During that sit down the members of the media queried whether there were any local contenders for the contract and were informed that no local company applied. However, in a public announcement on 27 July, Henry Creque who was a former employee of the BVIEC announced that his company applied; which is contrary to the statement made by the Corporation that there were no local candidates.
In his statement, Mr. Creque announced, “Local firms – Creque’s Engineering Services and aTec BVI were proud to have participated in the Tender Process for the Anegada Solar Plus Storage Project for the British Virgin Islands Electricity Corporation.”
In criticizing the comment that was made at the BVIEC press conference Mr. Creque said: “Contrary to responses of the Corporation’s General Manager, Mr. Leroy Abraham, to a series of questions posed by the media at a recent press conference, we are very pleased to advise that our group of firms, which consisted of three BVI companies out of four, did indeed tender for this first-ever utility-scale solar project in the British Virgin Islands. This fact was made clear in our proposal’s cover letter, throughout the entire document, and in all post-bid correspondences between our project team, BVIEC, and their consultants. We were therefore perplexed when Mr.
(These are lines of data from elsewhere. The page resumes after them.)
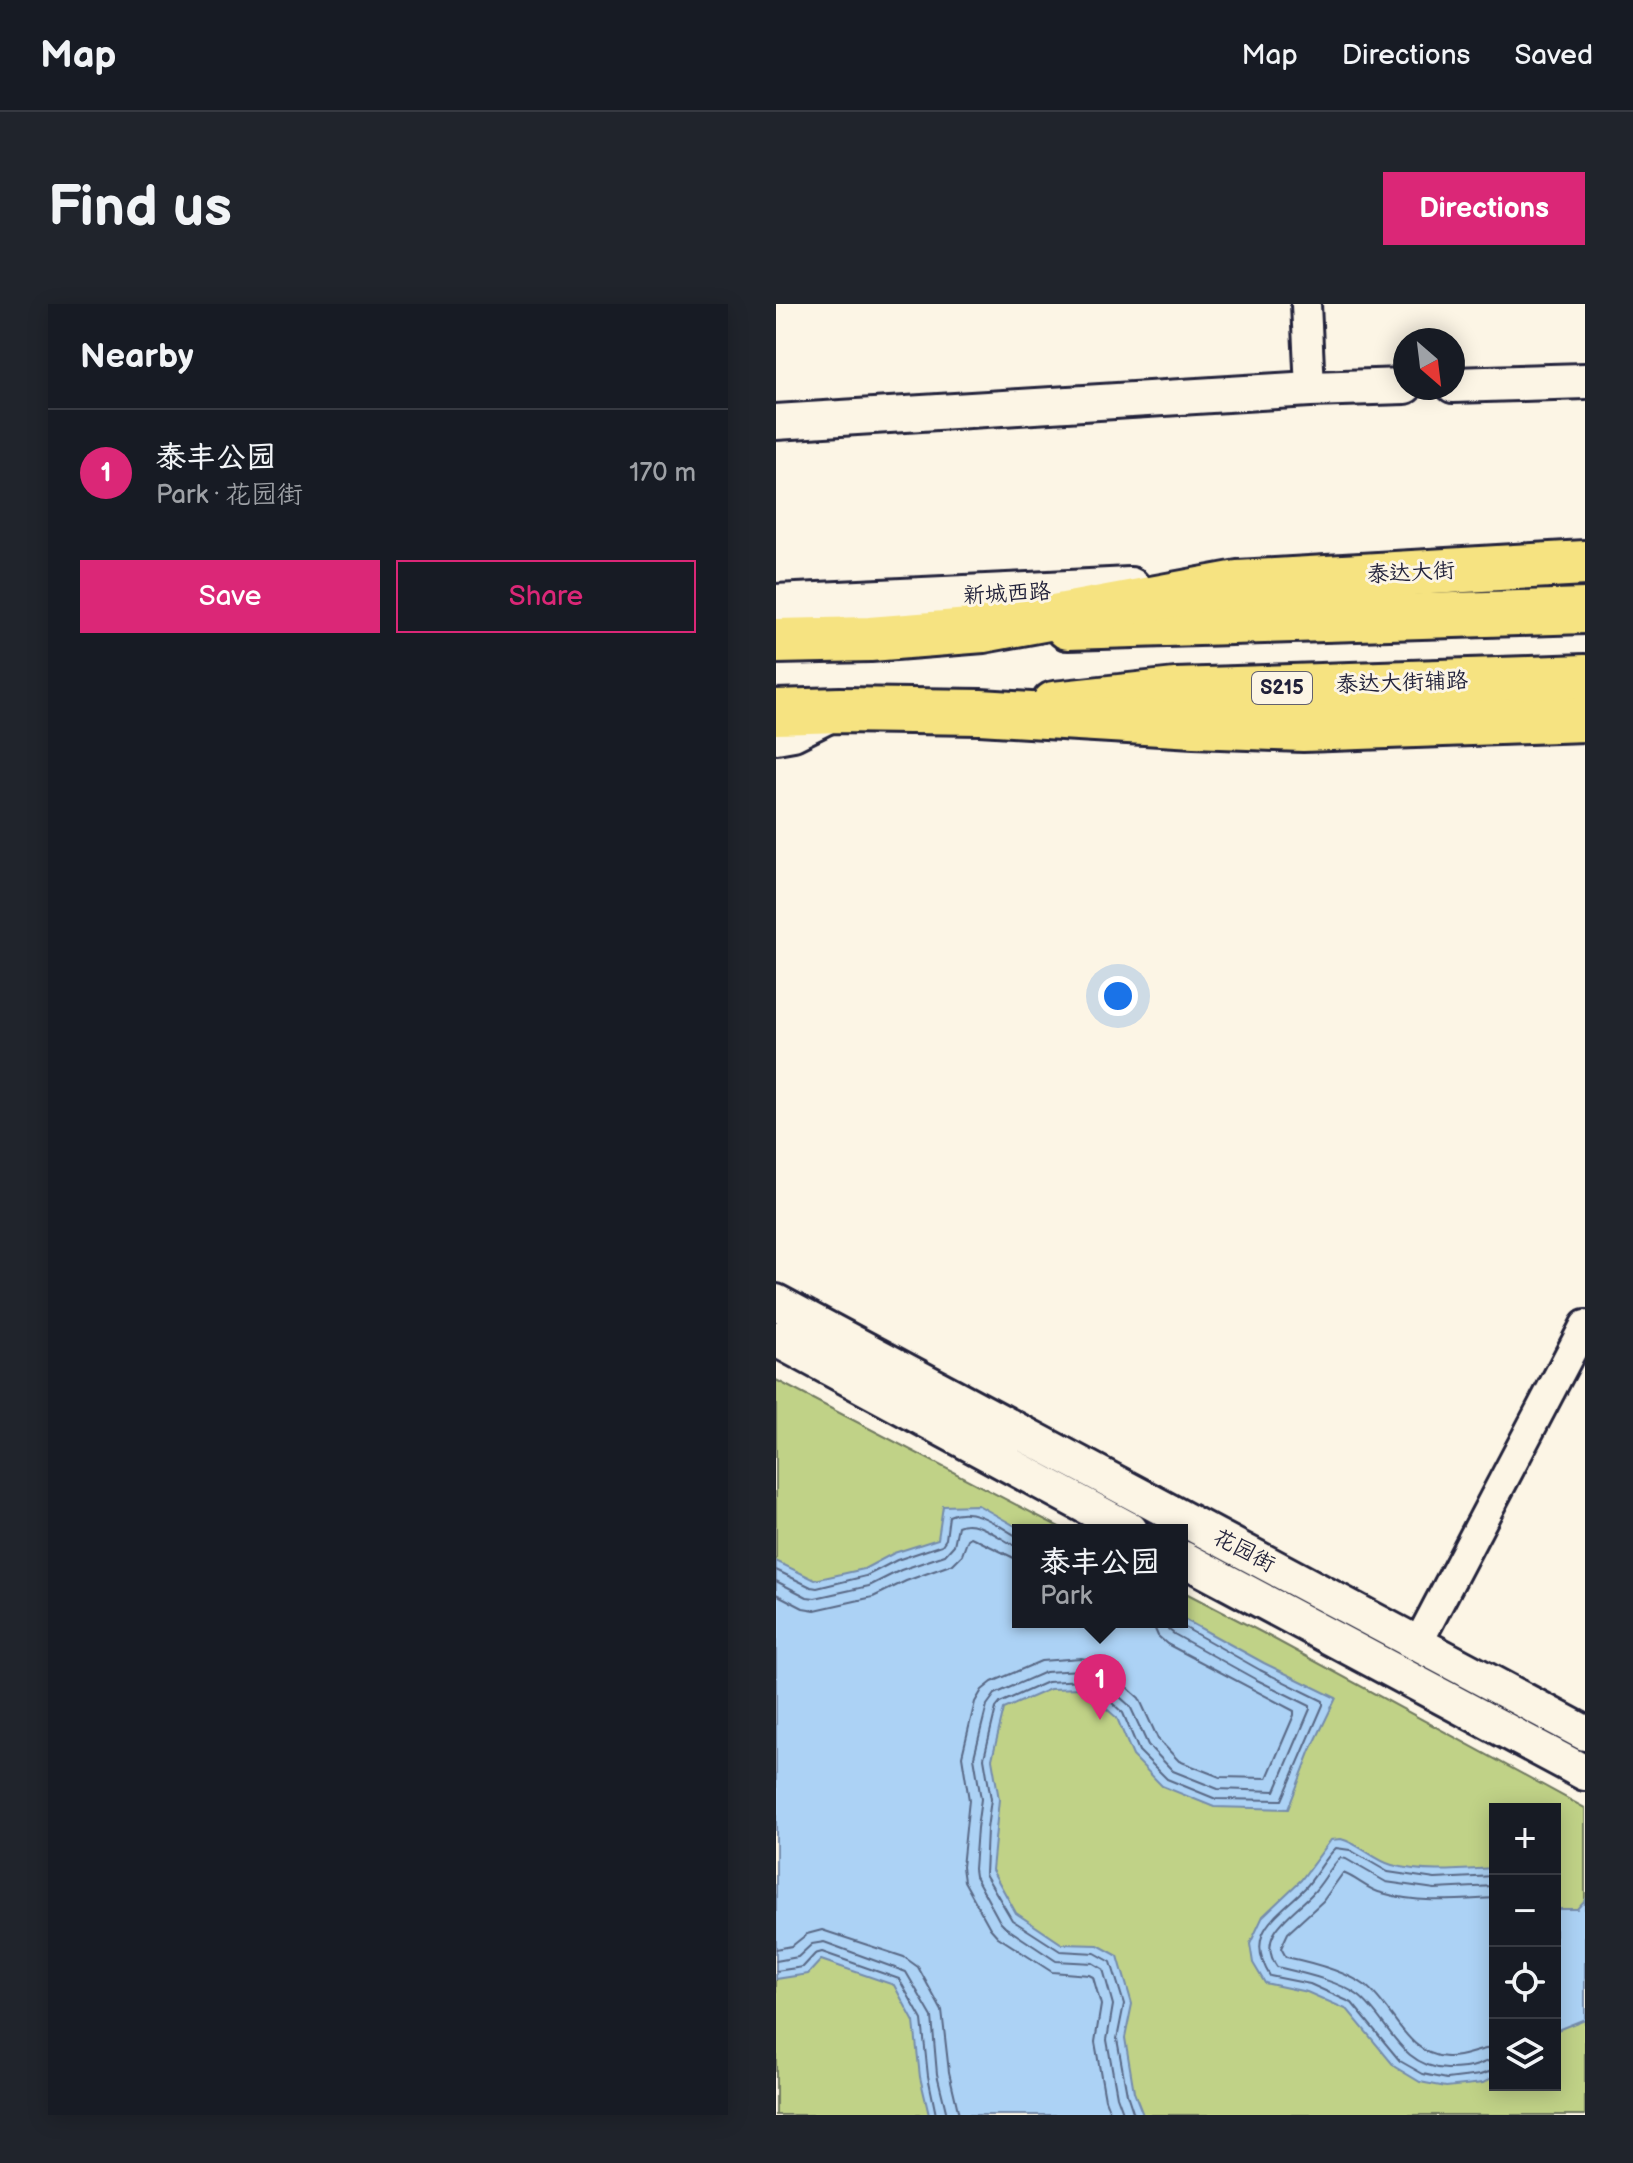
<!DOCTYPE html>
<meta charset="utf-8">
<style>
:root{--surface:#171b24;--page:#20242c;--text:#f1f3f6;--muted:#9ea1a6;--line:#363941;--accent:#db2777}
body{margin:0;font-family:"Balsamiq Sans","LXGW WenKai TC",sans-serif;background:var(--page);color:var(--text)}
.controls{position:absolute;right:24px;bottom:24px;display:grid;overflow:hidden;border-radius:0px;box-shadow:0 4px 20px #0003}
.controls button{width:72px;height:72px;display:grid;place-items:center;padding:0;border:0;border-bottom:2px solid var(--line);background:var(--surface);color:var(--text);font:40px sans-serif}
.compass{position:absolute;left:617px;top:24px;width:72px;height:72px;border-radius:50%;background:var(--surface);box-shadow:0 4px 20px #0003;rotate:152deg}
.you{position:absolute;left:342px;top:692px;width:28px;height:28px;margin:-20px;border:6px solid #fff;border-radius:50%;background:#1a73e8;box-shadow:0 0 0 12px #1a73e833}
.badge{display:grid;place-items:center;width:52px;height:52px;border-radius:50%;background:var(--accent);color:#fff;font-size:26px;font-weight:700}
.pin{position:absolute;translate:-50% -66px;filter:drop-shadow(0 2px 4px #0008)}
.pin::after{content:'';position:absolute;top:42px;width:28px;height:24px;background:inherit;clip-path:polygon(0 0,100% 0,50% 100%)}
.popup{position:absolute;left:236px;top:1220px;width:176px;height:104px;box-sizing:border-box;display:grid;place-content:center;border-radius:0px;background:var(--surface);filter:drop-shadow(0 2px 6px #0005);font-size:26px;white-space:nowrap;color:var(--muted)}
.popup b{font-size:30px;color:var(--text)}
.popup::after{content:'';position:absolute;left:50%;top:100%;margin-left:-16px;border:16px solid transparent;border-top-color:var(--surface)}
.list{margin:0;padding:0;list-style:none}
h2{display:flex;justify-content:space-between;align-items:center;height:104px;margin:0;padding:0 32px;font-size:34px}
h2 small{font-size:26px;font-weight:400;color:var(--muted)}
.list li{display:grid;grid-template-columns:52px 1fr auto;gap:24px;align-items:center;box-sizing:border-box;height:128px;padding:0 32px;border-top:2px solid var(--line)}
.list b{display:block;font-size:30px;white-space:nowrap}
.list p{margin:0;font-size:26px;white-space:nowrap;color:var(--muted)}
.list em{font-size:26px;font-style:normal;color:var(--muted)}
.actions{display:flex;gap:16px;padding:24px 32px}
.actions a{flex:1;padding:18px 0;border:2px solid var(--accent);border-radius:0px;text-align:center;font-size:28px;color:var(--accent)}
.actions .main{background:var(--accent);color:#fff}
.icon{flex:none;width:44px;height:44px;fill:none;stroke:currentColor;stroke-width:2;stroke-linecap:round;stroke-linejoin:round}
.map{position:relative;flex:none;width:809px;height:1811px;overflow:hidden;border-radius:0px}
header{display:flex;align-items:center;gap:48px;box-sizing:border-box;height:112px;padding:0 40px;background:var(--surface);border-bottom:2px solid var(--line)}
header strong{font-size:38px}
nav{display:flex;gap:44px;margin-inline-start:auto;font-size:28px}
.intro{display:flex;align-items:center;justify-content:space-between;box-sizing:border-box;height:192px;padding:0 48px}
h1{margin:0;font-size:56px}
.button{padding:20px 36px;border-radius:0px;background:var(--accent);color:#fff;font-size:28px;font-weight:700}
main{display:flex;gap:48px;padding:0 48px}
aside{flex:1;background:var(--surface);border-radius:0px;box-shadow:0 4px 20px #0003}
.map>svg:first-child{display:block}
.green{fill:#c0d287;stroke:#717a61;stroke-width:2;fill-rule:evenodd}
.water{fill:#acd2f5;stroke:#758cab;stroke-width:2}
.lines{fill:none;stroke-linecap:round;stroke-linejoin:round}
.shore{stroke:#596885;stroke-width:2}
.minor-casing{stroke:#22223b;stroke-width:34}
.tertiary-casing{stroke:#22223b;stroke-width:40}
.secondary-casing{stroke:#22223b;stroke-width:46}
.primary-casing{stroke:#22223b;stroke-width:50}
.trunk-casing{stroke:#22223b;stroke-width:50}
.minor{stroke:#fcf5e5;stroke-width:28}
.tertiary{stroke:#fcf5e5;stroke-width:34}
.secondary{stroke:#fcf5e5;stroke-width:40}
.primary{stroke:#f6e381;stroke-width:44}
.trunk{stroke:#f6e381;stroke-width:44}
.labels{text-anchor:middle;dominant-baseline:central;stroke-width:6;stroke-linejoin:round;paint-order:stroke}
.shield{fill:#fcf5e5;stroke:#63616e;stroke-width:2}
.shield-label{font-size:20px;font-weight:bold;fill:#22223b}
.street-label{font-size:22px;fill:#22223b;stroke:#fcf5e5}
</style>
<header>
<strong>Map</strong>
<nav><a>Map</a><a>Directions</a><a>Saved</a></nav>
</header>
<div class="intro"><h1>Find us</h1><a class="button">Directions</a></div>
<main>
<aside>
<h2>Nearby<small></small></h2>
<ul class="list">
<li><span class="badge">1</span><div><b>泰丰公园</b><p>Park · 花园街</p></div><em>170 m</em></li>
</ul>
<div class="actions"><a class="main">Save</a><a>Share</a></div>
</aside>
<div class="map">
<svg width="809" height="1811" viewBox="0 0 809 1811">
<rect width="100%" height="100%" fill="#fcf5e5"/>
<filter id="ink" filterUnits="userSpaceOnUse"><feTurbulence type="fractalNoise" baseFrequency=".0125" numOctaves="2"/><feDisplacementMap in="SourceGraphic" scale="16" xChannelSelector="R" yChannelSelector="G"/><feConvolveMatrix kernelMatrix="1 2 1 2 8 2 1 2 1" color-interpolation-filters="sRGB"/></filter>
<g filter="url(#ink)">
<!-- green -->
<path class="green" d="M 0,1076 L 289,1226 L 242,1226 L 242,1318 L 406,1318 L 406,1287 L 487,1329 L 809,1504 L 809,1811 L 0,1811 ZM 719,1505 L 779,1505 L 779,1781 L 719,1781 Z"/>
<!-- water -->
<path class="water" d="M 202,1201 L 246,1226 L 242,1226 L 242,1318 L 406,1318 L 406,1314 L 488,1359 L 560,1394 L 535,1446 L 512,1505 L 438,1503 L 386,1482 L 357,1452 L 341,1414 L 307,1384 L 274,1385 L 228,1405 L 216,1455 L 223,1495 L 216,1566 L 240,1609 L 286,1640 L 322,1641 L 342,1652 L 356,1700 L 349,1734 L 358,1788 L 367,1811 L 153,1811 L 144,1773 L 138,1718 L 118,1681 L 45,1656 L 32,1670 L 0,1675 L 0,1257 L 39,1276 L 88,1265 L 118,1249 L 162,1235 L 167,1202 Z
M 565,1535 C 584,1540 598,1556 616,1561 C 650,1570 685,1566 719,1564 L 719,1772 L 707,1779 L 670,1783 L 644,1778 L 619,1763 L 572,1706 L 531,1688 L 489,1679 L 477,1659 L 474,1640 L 487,1612 L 525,1576 L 555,1536 Z
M 809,1596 L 809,1715 L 779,1727 L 779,1605 L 801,1605 Z"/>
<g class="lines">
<!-- shore -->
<path class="shore" d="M 0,1266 L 35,1283 L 41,1284 L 90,1272 L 121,1256 L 166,1241 L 170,1235 L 173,1212 C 197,1201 221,1221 242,1233
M 0,1277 L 31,1293 L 39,1294 L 93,1282 L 125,1266 L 169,1251 L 178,1241 L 182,1222 C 201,1213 224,1236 242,1243
M 0,1290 L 27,1304 L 39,1306 L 97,1293 L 130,1277 L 177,1260 L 186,1251 L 192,1235 L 195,1233 L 242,1256
M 719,1572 L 659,1575 L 612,1568 L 574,1546 L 560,1544 C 548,1555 541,1571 529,1584 C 501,1613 467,1628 494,1672 L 534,1680 L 576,1699 L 624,1757 L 647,1770 L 671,1775 L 704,1771 L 719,1766
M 719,1582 L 659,1585 L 610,1578 L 570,1555 L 564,1554 C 553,1565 547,1579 536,1590 C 516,1611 479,1631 501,1663 C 526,1669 563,1677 583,1692 C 613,1716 623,1763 671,1765 C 679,1765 694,1764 702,1761 C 708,1759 711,1756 719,1756
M 719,1594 C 681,1596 643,1600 606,1589 C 592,1586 581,1574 567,1569 L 547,1597 L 512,1629 L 505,1644 L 510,1653 C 534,1658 569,1667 590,1682 C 618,1704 630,1751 671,1753 C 688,1754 703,1744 719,1744
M 0,1645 L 16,1642 L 31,1630 L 46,1626 L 128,1653 L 142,1663 L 166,1707 L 173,1768 L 183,1811
M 0,1657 L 22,1653 L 36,1640 L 48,1638 L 130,1668 L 156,1713 L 161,1770 L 171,1811
M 0,1667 L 27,1663 L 39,1650 L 46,1648 L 123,1675 L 146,1716 L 152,1772 L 160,1811
M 335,1811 L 329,1795 L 319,1738 L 325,1701 L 317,1673 L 313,1671 L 276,1668 L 222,1633 L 214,1624 L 188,1577 L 186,1563 L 193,1496 L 186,1452 L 199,1398 L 206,1386 L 216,1378 L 265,1357 L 305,1354 L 316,1356 L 326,1361 L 363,1394 L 382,1435 L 403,1457 L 444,1473 L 491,1474 L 518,1411 L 518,1407 L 391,1340 L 382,1332 L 376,1318
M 348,1811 L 341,1792 L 331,1736 L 337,1701 L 327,1665 L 317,1659 L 280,1657 L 229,1623 L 224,1618 L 199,1572 L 198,1565 L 201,1524 L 205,1495 L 198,1453 L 211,1401 L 219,1390 L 269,1368 L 306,1366 L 319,1371 L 354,1402 L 372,1441 L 397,1467 L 442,1485 L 499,1487 L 534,1405 L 534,1402 L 479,1375 L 398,1330 L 392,1325 L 389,1318
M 358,1811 L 351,1790 L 341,1735 L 348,1700 L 335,1658 L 319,1649 L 284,1647 L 236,1616 L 209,1570 L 211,1525 L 215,1495 L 208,1454 L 220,1404 L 224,1399 L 271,1378 L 307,1376 L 313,1378 L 347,1409 L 363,1447 L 391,1475 L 440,1495 L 506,1496 L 547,1401 L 547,1397 L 484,1366 L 399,1318"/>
<!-- minor casing -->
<g class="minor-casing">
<path id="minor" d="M 530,0 L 534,85
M 642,1339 L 809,1021"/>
</g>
<!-- tertiary casing -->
<g class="tertiary-casing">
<path id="tertiary" d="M 677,81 L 809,77
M 0,118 L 534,85 L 629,82
M 0,432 L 17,429 L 53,411
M 0,998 L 809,1429
M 0,1035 L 354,1226
M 406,1254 L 809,1469"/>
</g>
<!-- secondary casing -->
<g class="secondary-casing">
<path id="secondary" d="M 0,301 L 354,284"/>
</g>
<!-- primary casing -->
<g class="primary-casing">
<path id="primary" d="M 292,323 L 809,307
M 278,400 L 400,387 L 809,373"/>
</g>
<!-- trunk casing -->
<g class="trunk-casing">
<path id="trunk" d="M 0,337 L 94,335 L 207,326 L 462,279 L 809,259
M 0,408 L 64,406 L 204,408 L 418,421 L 527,425 L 809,415"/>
</g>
<!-- minor -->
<use href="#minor" class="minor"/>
<!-- tertiary -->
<use href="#tertiary" class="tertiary"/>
<!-- secondary -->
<use href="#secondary" class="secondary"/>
<!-- primary -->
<use href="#primary" class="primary"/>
<!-- trunk -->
<use href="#trunk" class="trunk"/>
</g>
</g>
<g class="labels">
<!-- shield labels -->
<rect class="shield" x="476" y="368" width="60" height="32" rx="6"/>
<g class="shield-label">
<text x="506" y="384">S215</text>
</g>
<!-- street labels -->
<g class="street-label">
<text transform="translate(635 269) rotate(-3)">泰达大街</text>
<text transform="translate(231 290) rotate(-3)">新城西路</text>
<text transform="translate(626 379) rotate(-2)">泰达大街辅路</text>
<text transform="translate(468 1247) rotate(28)">花园街</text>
</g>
</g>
</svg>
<div class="controls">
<button>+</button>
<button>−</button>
<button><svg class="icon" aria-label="locate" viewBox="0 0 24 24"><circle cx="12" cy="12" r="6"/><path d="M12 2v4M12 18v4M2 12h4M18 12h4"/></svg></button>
<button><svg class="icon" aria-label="layers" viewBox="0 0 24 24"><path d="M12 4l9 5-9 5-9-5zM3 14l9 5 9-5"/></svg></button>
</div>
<svg class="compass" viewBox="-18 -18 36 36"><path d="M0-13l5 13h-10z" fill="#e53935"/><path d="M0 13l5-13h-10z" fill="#9ea1a6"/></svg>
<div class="you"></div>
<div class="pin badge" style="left:324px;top:1416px">1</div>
<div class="popup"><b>泰丰公园</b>Park</div>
</div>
</main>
Abraham indicated that there were no local companies that submitted proposals.”
“It was somewhat puzzling and disappointing to hear Mr. Abraham deny that there was local participation in this bidding process. Every government administration in the history of this Territory, dating back to the late Hon. H. L. Stoutt, has always verbalised an unswerving commitment to the development of local, BVI-based companies and workers, and remarks of that nature could only serve to undermine the development of local enterprises. We, therefore, wish to set this matter straight immediately,” the local entrepreneur announced.
During the press conference, it was explained that the winning company was selected because it submitted the lowest bid. On the other hand, Creque stated that the difference between the two bid submissions was not great: “Based on the summary report published in the media, the bids were very competitive and we, the majority BVI group, were a mere 1.35 percent higher than the cheapest turnkey price tendered,” he said.
While continuing to highlight the discrepancies in what occurred and what the BVIEC reported Creque mentioned: “We were however informed that our team was the most experienced and qualified out of four submitting bidders.”
Further, Creque stated that his team has some concerns about the administration of the process by the BVI Electricity Corporation. “Despite, and as a result of that fact, we fully intend to continue our pursuit to transform the energy sector in the Virgin Islands and to pursue accountability, fairness, and transparency throughout this and future processes. Via this medium, I am extremely pleased to advise that our team has also submitted a proposal for a 10-megawatt solar installation at a location on Tortola. The project proposal was submitted on 6 March 2020 in response to the Premier’s Statement on 24 February 2020 titled “Building the Energy Sector”. This installation would actually supply BVIEC’s main power grid with even more clean energy than the Anegada initiative,” he added.